Instructions to follow: Word for word, print out all of the data, omitting every image.

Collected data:

____________________

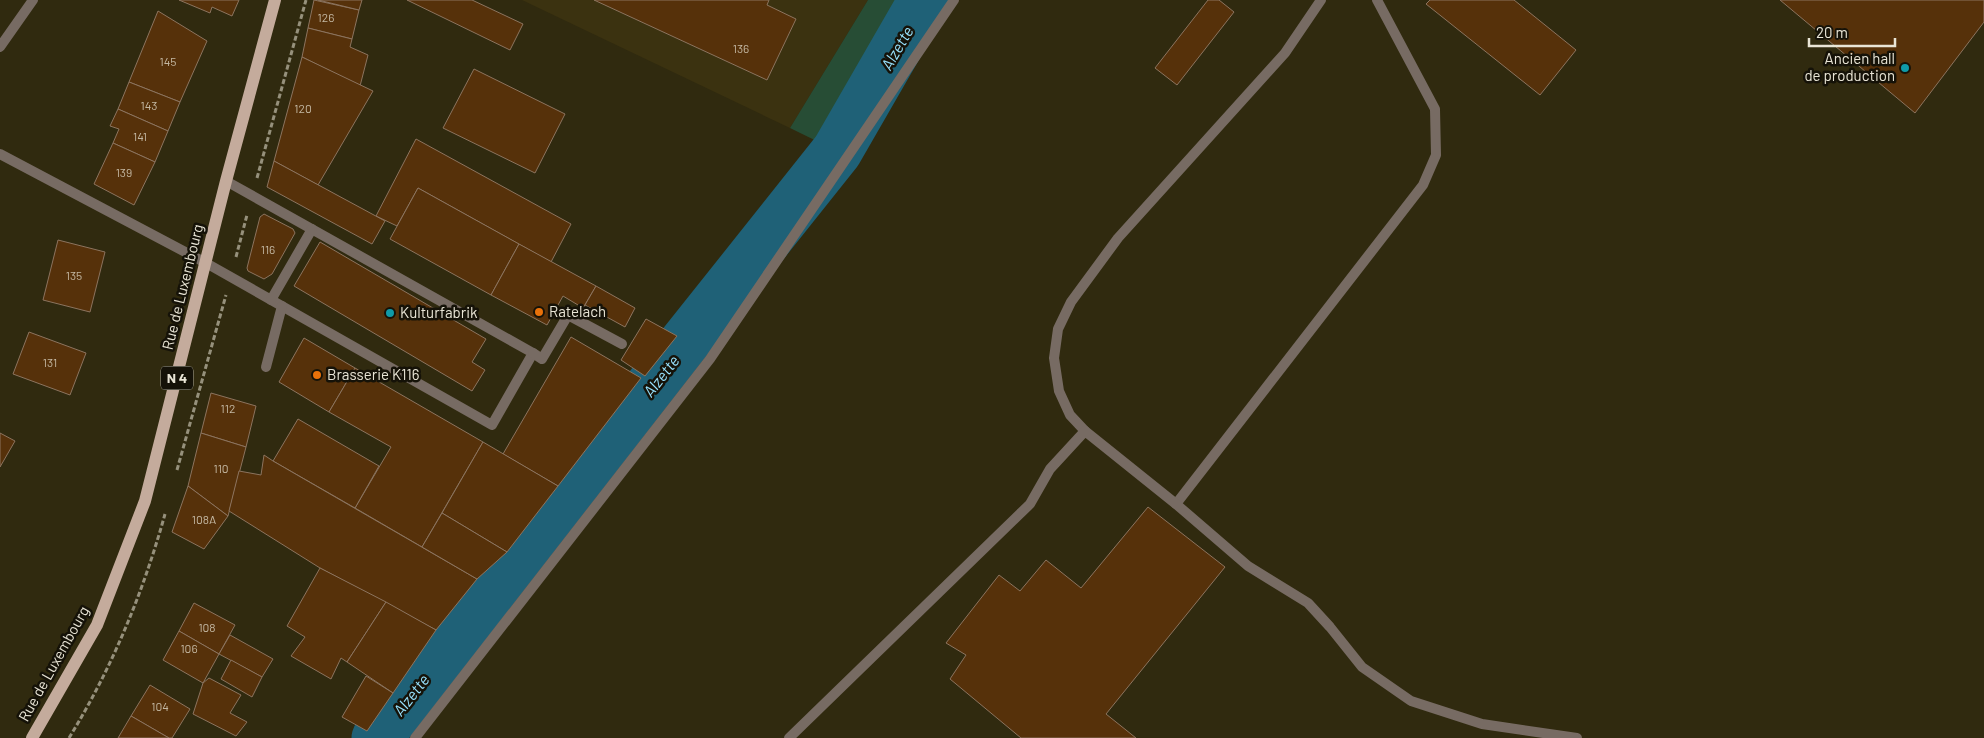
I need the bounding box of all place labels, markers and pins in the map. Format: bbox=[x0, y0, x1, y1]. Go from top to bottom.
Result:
place label: Ancien hall de production bbox=[1804, 49, 1895, 84]
marker: Ancien hall de production bbox=[1899, 62, 1911, 74]
place label: Ratelach bbox=[549, 302, 606, 320]
place label: Kulturfabrik bbox=[400, 303, 478, 321]
marker: Ratelach bbox=[533, 306, 545, 318]
marker: Kulturfabrik bbox=[384, 307, 396, 319]
place label: Brasserie K116 bbox=[327, 365, 419, 383]
marker: Brasserie K116 bbox=[311, 369, 323, 381]

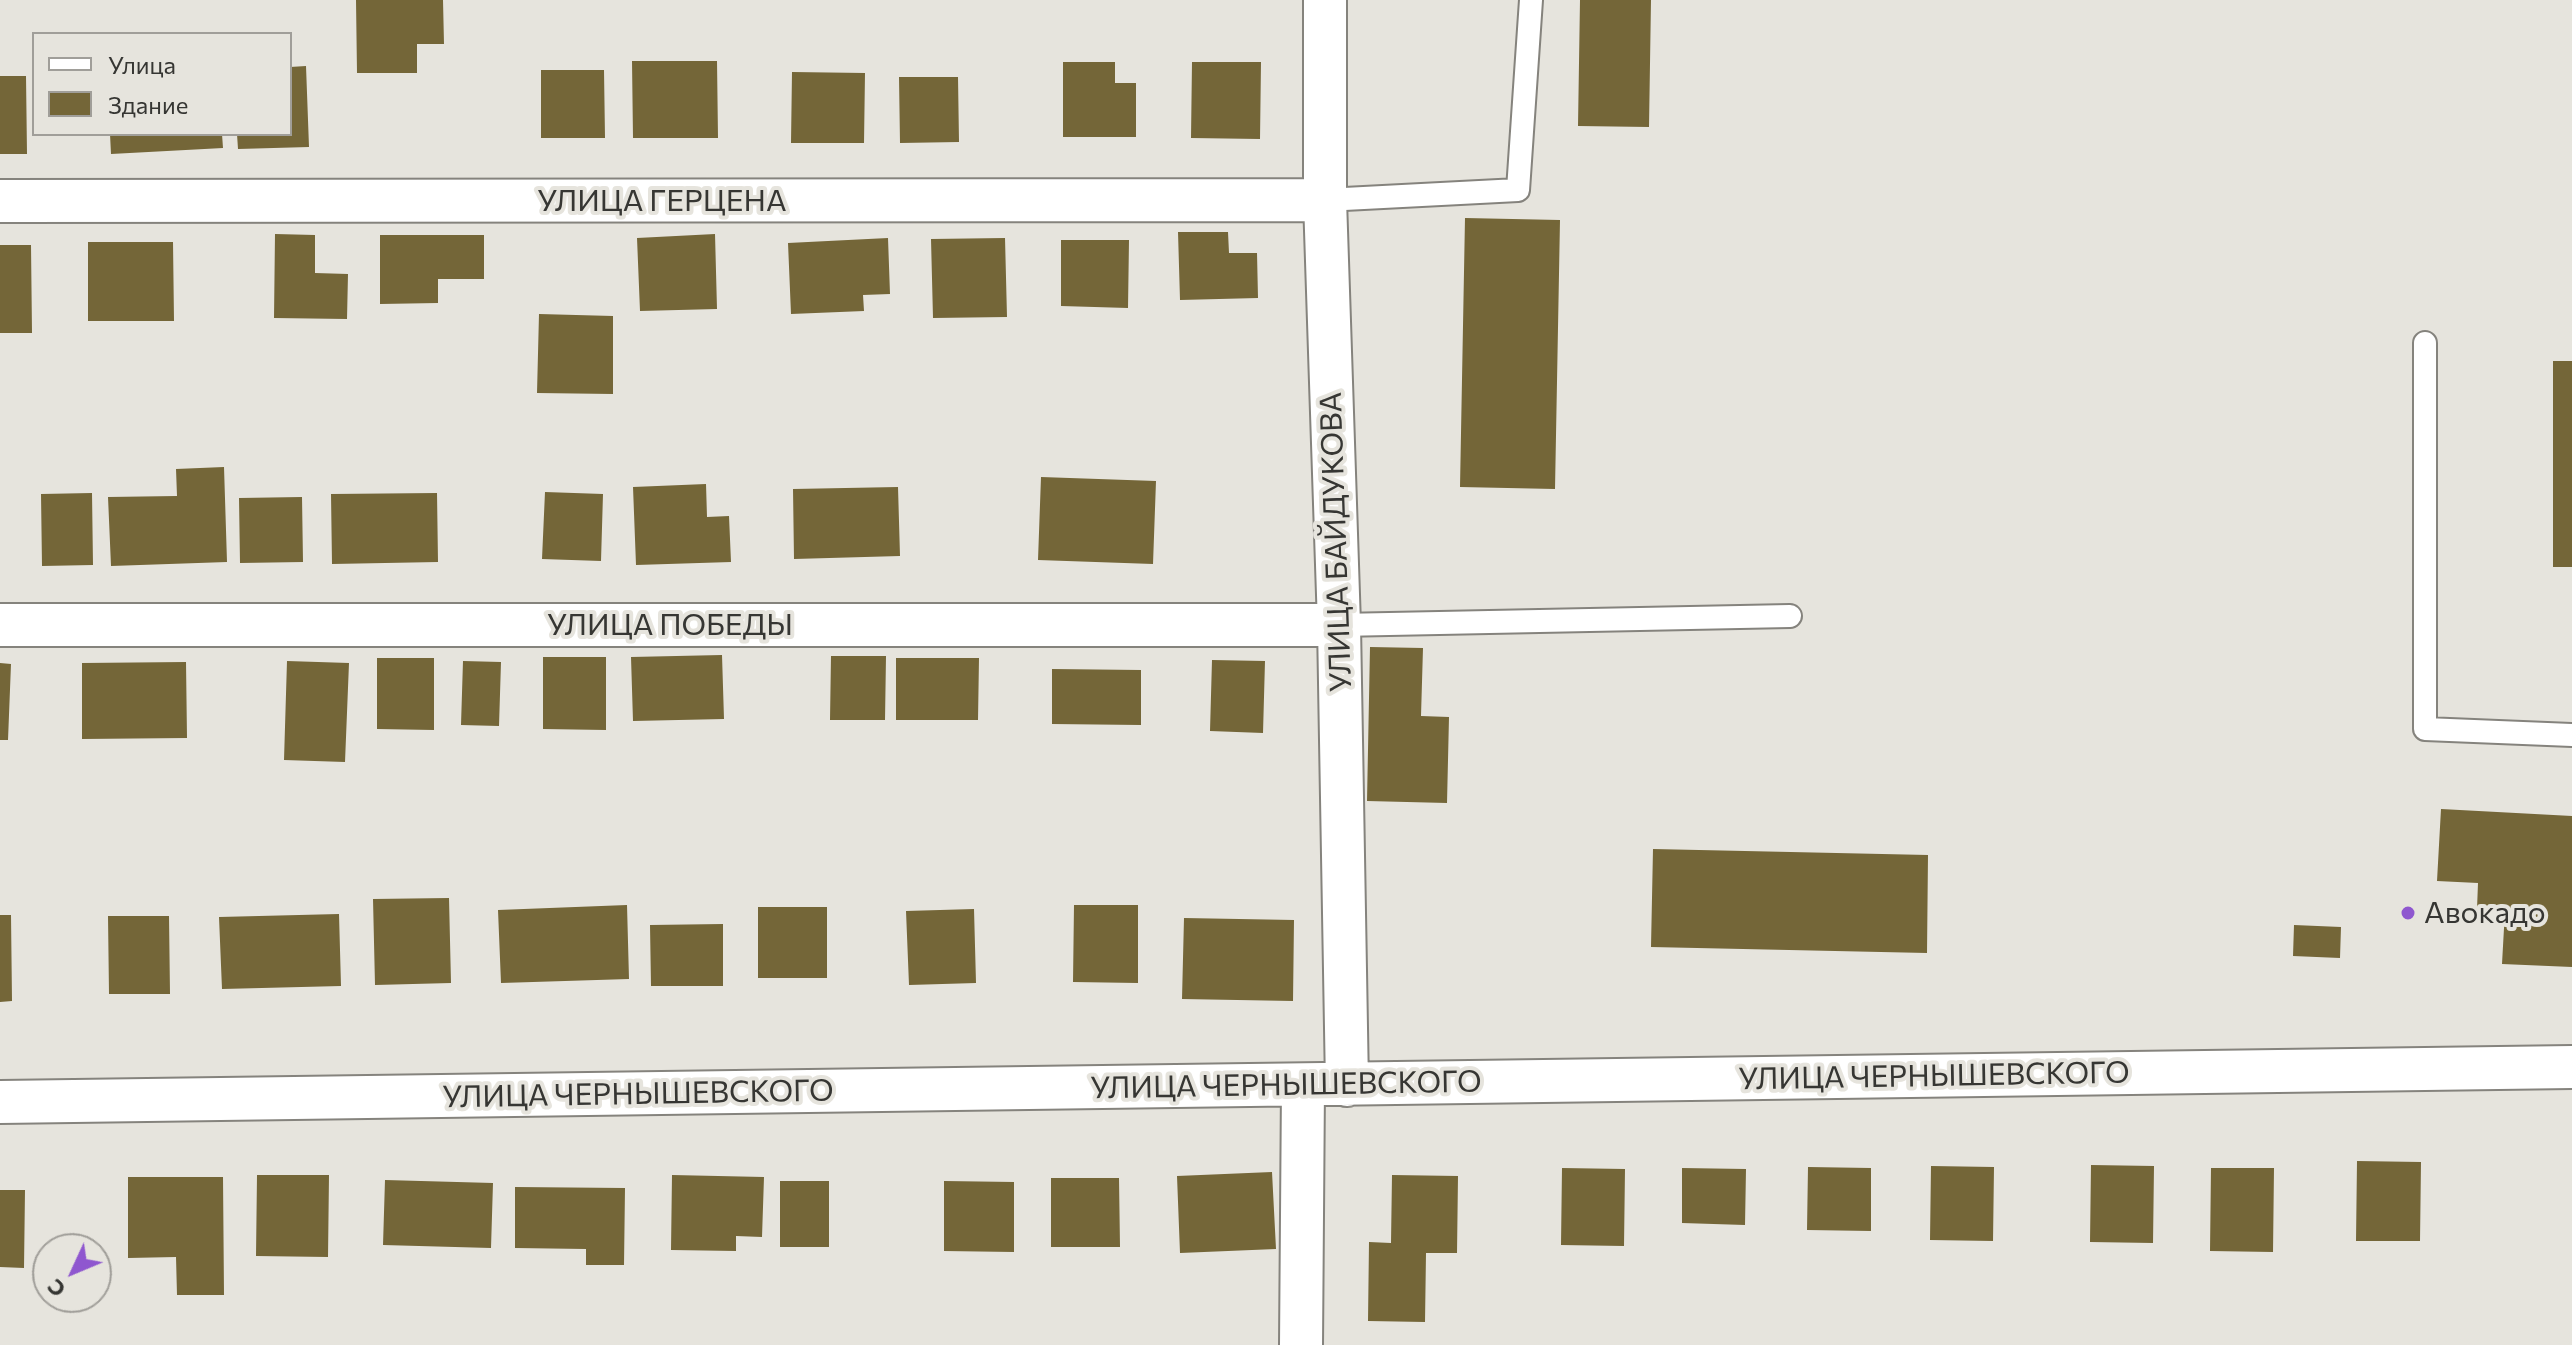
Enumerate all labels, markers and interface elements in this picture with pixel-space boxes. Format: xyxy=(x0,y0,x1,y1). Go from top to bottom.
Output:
legend xyxy=(32,32,292,136)
text: Улица xyxy=(108,50,176,79)
text: Здание xyxy=(108,90,188,119)
street label: УЛИЦА ГЕРЦЕНА xyxy=(537,183,787,219)
street label: УЛИЦА БАЙДУКОВА xyxy=(1313,391,1359,693)
street label: УЛИЦА ПОБЕДЫ xyxy=(547,607,793,643)
place label: Авокадо xyxy=(2424,895,2546,931)
marker: Авокадо xyxy=(2399,904,2417,922)
street label: УЛИЦА ЧЕРНЫШЕВСКОГО xyxy=(1738,1055,2130,1097)
street label: УЛИЦА ЧЕРНЫШЕВСКОГО xyxy=(1090,1064,1482,1106)
street label: УЛИЦА ЧЕРНЫШЕВСКОГО xyxy=(442,1073,834,1115)
north arrow xyxy=(32,1233,112,1313)
text: С xyxy=(41,1274,71,1303)

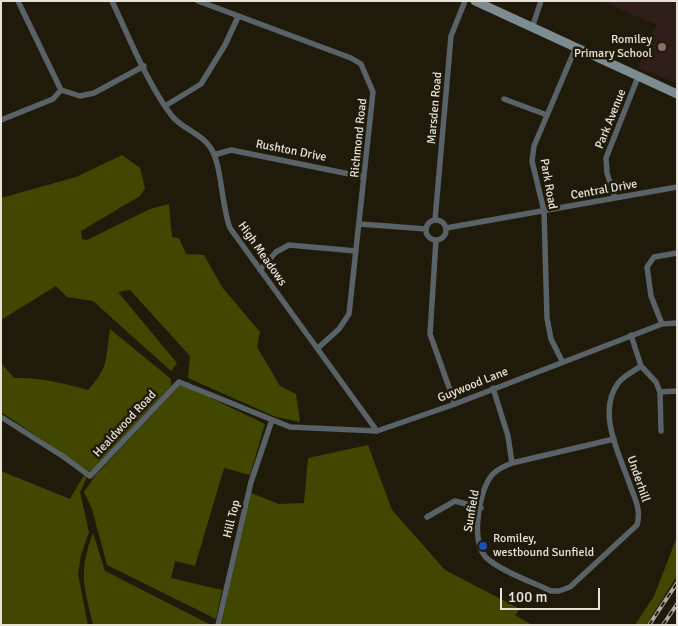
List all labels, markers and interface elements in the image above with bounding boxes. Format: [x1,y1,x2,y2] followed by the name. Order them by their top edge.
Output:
[574,33,652,61] place label: Romiley Primary School
[656,41,668,53] marker: Romiley Primary School
[425,71,445,145] street label: Marsden Road
[592,87,630,151] street label: Park Avenue
[348,98,370,178] street label: Richmond Road
[254,137,328,165] street label: Rushton Drive
[536,157,560,211] street label: Park Road
[570,177,638,203] street label: Central Drive
[235,219,289,289] street label: High Meadows
[436,364,510,406] street label: Guywood Lane
[91,388,159,460] street label: Healdwood Road
[623,454,653,504] street label: Underhill
[461,489,483,533] street label: Sunfield
[220,499,244,539] street label: Hill Top
[493,532,594,560] place label: Romiley, westbound Sunfield
[477,540,489,552] marker: Romiley, westbound Sunfield
[503,578,603,610] scale bar
[508,588,548,606] text: 100 m

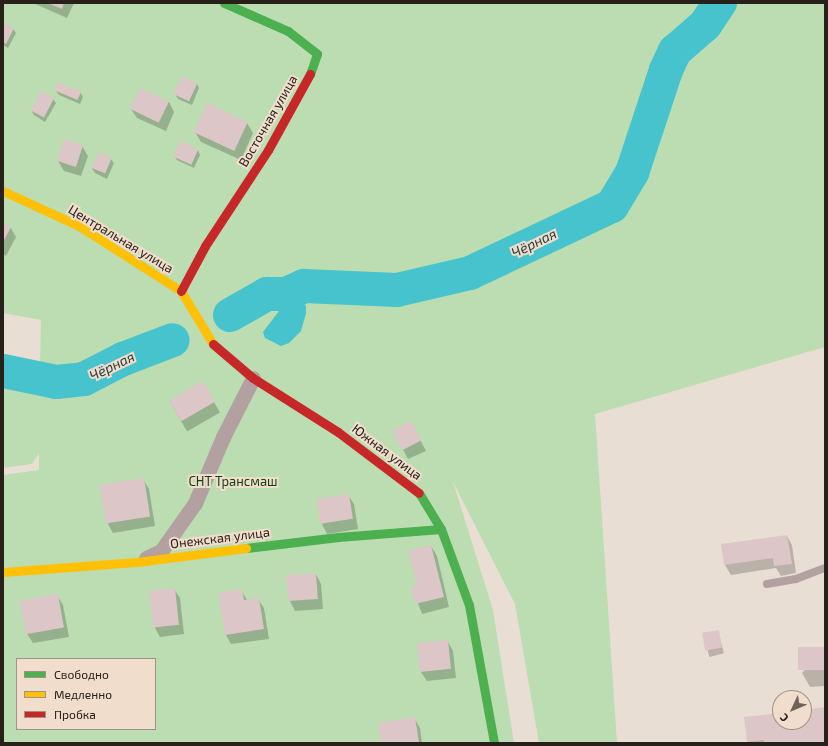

____________________

Answer for this exercise:
I need the bounding box of all place labels, markers and pins in the map. Format: bbox=[x0, y0, x1, y1]. Go from top to bottom.
Result:
place label: Ancien hall de production bbox=[1804, 49, 1895, 84]
marker: Ancien hall de production bbox=[1899, 62, 1911, 74]
place label: Ratelach bbox=[549, 302, 606, 320]
place label: Kulturfabrik bbox=[400, 303, 478, 321]
marker: Ratelach bbox=[533, 306, 545, 318]
marker: Kulturfabrik bbox=[384, 307, 396, 319]
place label: Brasserie K116 bbox=[327, 365, 419, 383]
marker: Brasserie K116 bbox=[311, 369, 323, 381]

Enumerate all labels, markers and interface elements in this picture with pixel-space boxes. Format: xyxy=(x0,y0,x1,y1). Go from top to bottom.
Output:
legend xyxy=(32,32,292,136)
text: Улица xyxy=(108,50,176,79)
text: Здание xyxy=(108,90,188,119)
street label: УЛИЦА ГЕРЦЕНА xyxy=(537,183,787,219)
street label: УЛИЦА БАЙДУКОВА xyxy=(1313,391,1359,693)
street label: УЛИЦА ПОБЕДЫ xyxy=(547,607,793,643)
place label: Авокадо xyxy=(2424,895,2546,931)
marker: Авокадо xyxy=(2399,904,2417,922)
street label: УЛИЦА ЧЕРНЫШЕВСКОГО xyxy=(1738,1055,2130,1097)
street label: УЛИЦА ЧЕРНЫШЕВСКОГО xyxy=(1090,1064,1482,1106)
street label: УЛИЦА ЧЕРНЫШЕВСКОГО xyxy=(442,1073,834,1115)
north arrow xyxy=(32,1233,112,1313)
text: С xyxy=(41,1274,71,1303)

List all labels, markers and interface elements in the image above with bounding boxes. Format: [x1,y1,x2,y2] followed by the name. Order them by their top edge.
Output:
[574,33,652,61] place label: Romiley Primary School
[656,41,668,53] marker: Romiley Primary School
[425,71,445,145] street label: Marsden Road
[592,87,630,151] street label: Park Avenue
[348,98,370,178] street label: Richmond Road
[254,137,328,165] street label: Rushton Drive
[536,157,560,211] street label: Park Road
[570,177,638,203] street label: Central Drive
[235,219,289,289] street label: High Meadows
[436,364,510,406] street label: Guywood Lane
[91,388,159,460] street label: Healdwood Road
[623,454,653,504] street label: Underhill
[461,489,483,533] street label: Sunfield
[220,499,244,539] street label: Hill Top
[493,532,594,560] place label: Romiley, westbound Sunfield
[477,540,489,552] marker: Romiley, westbound Sunfield
[503,578,603,610] scale bar
[508,588,548,606] text: 100 m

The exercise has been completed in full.